Task input below:

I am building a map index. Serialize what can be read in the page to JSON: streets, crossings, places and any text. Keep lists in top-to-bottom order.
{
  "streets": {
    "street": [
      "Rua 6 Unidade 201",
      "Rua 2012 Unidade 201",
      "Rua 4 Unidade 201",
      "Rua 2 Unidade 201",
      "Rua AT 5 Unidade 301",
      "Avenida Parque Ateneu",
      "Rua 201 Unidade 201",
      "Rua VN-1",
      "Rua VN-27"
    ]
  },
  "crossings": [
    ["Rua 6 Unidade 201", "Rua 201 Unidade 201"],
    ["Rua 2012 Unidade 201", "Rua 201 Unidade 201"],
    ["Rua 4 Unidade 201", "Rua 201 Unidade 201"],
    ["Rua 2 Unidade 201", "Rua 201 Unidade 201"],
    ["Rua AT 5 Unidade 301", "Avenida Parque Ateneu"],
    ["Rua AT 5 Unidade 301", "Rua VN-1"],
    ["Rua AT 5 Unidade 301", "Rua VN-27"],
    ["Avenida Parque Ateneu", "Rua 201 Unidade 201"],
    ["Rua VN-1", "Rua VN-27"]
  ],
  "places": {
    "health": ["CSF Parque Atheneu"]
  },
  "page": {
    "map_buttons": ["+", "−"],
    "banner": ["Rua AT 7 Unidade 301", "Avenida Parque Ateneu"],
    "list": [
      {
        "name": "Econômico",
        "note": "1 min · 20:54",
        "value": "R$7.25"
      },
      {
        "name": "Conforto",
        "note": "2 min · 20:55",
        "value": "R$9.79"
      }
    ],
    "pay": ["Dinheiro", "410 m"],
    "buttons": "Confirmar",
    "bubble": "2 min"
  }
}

End of Task input.

### [Task directions]
Pull out every line of the entries that includes the word "places".

### [Your response]
I am building a map index. Serialize what can be read in the page to JSON: streets, crossings, places and any text. Keep lists in top-to-bottom order.
  "places": {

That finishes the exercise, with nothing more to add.